━━━━━ Listed records ━━━━━
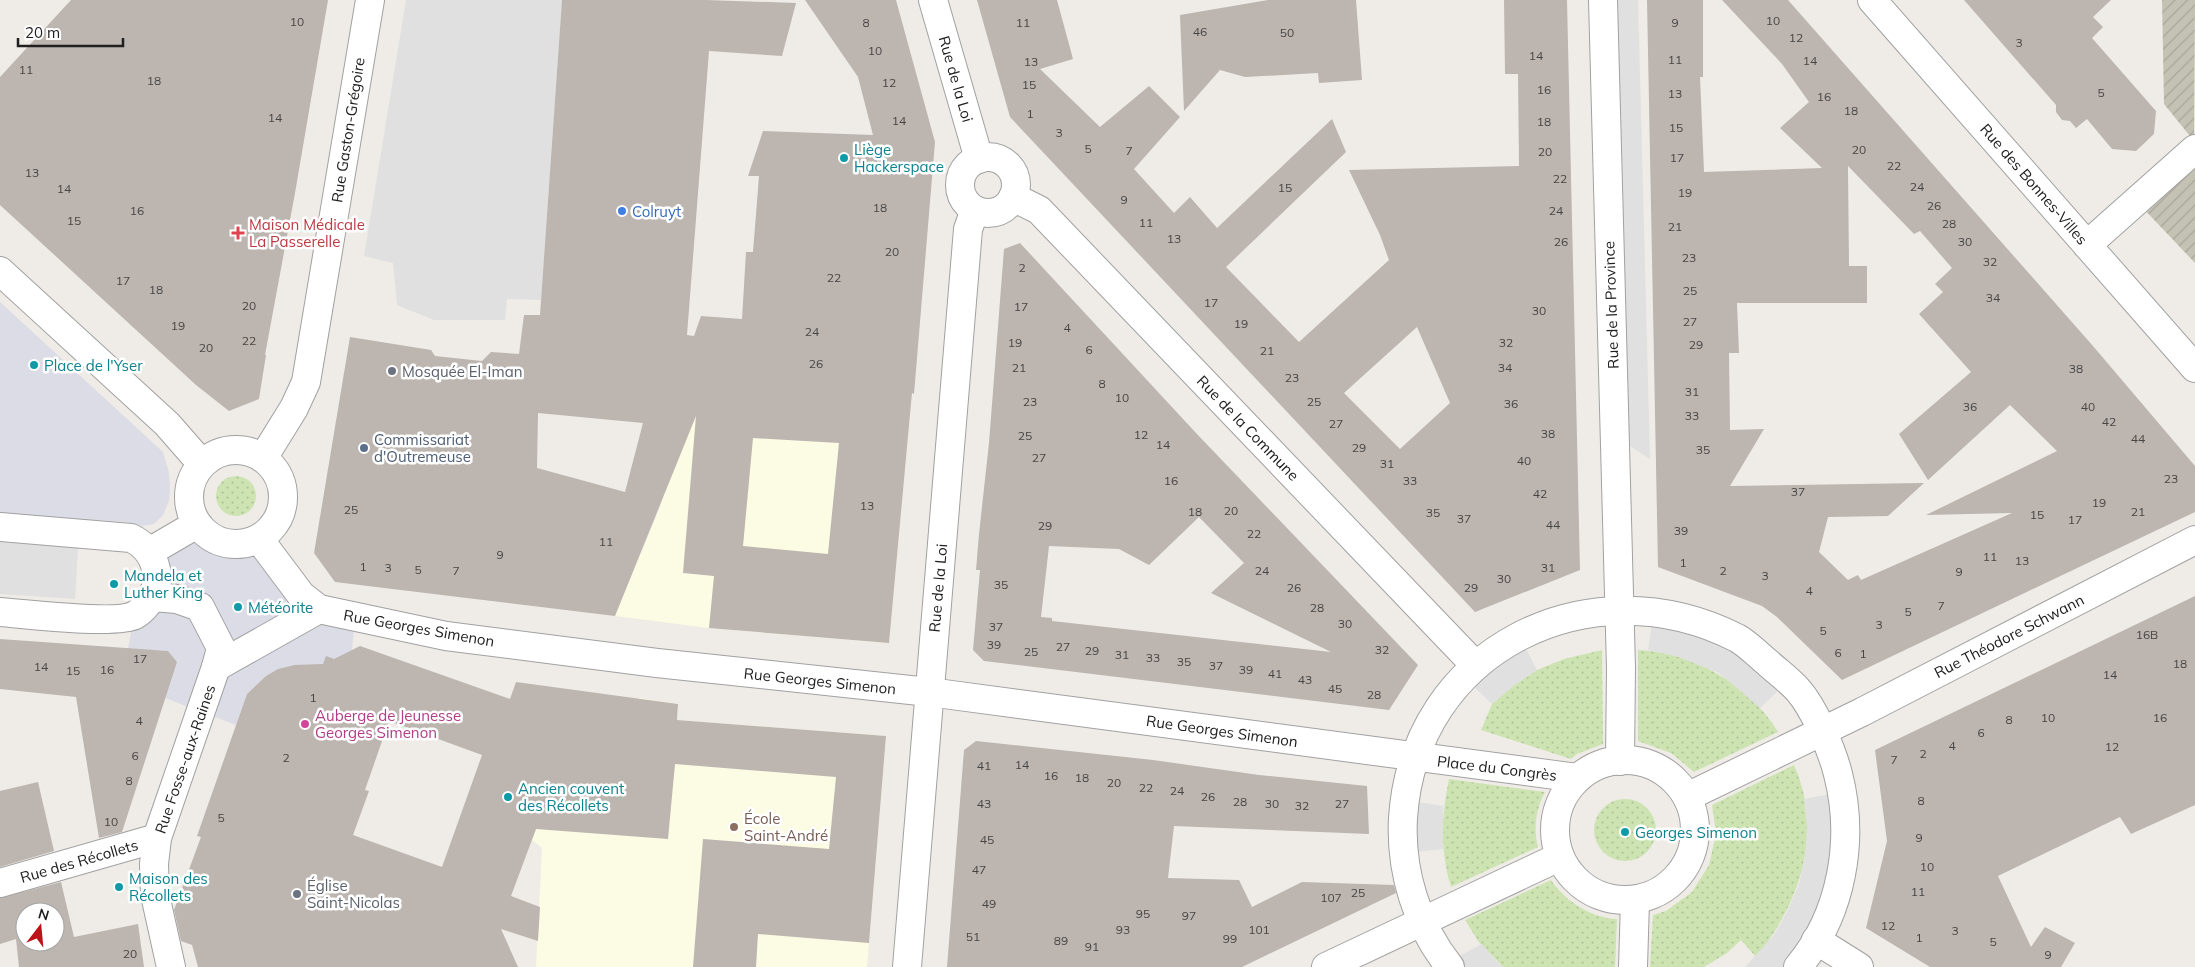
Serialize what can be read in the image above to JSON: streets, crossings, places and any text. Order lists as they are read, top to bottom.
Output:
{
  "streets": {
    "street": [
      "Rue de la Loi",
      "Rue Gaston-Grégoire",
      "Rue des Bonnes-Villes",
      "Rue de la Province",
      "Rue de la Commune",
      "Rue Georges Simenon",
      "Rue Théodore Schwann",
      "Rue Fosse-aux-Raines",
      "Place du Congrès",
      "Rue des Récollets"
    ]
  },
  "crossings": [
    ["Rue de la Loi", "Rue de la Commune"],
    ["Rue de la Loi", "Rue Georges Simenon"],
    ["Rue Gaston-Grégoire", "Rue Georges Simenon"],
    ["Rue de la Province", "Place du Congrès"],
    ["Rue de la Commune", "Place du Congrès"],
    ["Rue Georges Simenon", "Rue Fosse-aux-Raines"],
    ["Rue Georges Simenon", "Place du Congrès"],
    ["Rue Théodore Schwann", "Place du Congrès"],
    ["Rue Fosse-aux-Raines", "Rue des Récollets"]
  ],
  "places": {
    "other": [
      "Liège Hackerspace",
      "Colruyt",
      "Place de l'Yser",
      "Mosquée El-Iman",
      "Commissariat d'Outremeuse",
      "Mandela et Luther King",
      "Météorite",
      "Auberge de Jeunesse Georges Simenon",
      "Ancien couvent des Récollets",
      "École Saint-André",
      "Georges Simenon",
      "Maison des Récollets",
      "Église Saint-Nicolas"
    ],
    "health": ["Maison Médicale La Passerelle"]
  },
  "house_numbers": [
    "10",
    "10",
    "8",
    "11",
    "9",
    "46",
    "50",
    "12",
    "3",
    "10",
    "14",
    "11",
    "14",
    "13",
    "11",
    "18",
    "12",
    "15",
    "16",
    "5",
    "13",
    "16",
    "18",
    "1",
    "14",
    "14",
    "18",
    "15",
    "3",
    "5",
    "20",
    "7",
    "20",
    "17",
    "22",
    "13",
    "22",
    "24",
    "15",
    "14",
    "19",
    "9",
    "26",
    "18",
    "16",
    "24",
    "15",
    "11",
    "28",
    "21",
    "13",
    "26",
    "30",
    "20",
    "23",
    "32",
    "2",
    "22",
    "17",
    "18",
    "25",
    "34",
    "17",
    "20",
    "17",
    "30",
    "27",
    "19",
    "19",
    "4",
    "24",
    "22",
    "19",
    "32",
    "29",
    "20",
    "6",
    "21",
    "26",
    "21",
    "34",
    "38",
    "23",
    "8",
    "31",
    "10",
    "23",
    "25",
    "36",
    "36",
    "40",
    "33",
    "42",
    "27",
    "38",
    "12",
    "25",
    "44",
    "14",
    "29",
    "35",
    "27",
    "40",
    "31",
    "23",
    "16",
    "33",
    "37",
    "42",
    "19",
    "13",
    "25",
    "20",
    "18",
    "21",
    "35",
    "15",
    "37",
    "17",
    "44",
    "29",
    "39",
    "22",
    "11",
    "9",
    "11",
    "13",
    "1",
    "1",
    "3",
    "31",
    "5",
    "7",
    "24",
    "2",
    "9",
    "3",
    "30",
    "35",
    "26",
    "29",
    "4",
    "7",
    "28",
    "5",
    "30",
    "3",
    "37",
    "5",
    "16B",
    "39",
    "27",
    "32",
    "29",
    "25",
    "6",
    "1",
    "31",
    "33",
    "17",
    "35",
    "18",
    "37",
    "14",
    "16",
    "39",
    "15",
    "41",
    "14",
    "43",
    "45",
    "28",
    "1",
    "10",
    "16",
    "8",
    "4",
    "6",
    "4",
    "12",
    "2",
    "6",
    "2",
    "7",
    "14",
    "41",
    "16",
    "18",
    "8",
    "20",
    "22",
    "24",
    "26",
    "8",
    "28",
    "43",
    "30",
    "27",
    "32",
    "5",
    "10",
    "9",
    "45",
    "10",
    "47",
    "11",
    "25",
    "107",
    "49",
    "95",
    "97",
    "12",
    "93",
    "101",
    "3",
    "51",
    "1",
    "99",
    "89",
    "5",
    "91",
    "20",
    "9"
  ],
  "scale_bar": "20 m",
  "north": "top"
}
━━━━━
### Work to complete
Each line of the entries above that contains "Maison" is to be copied.

### Answer space
      "Maison des Récollets",
    "health": ["Maison Médicale La Passerelle"]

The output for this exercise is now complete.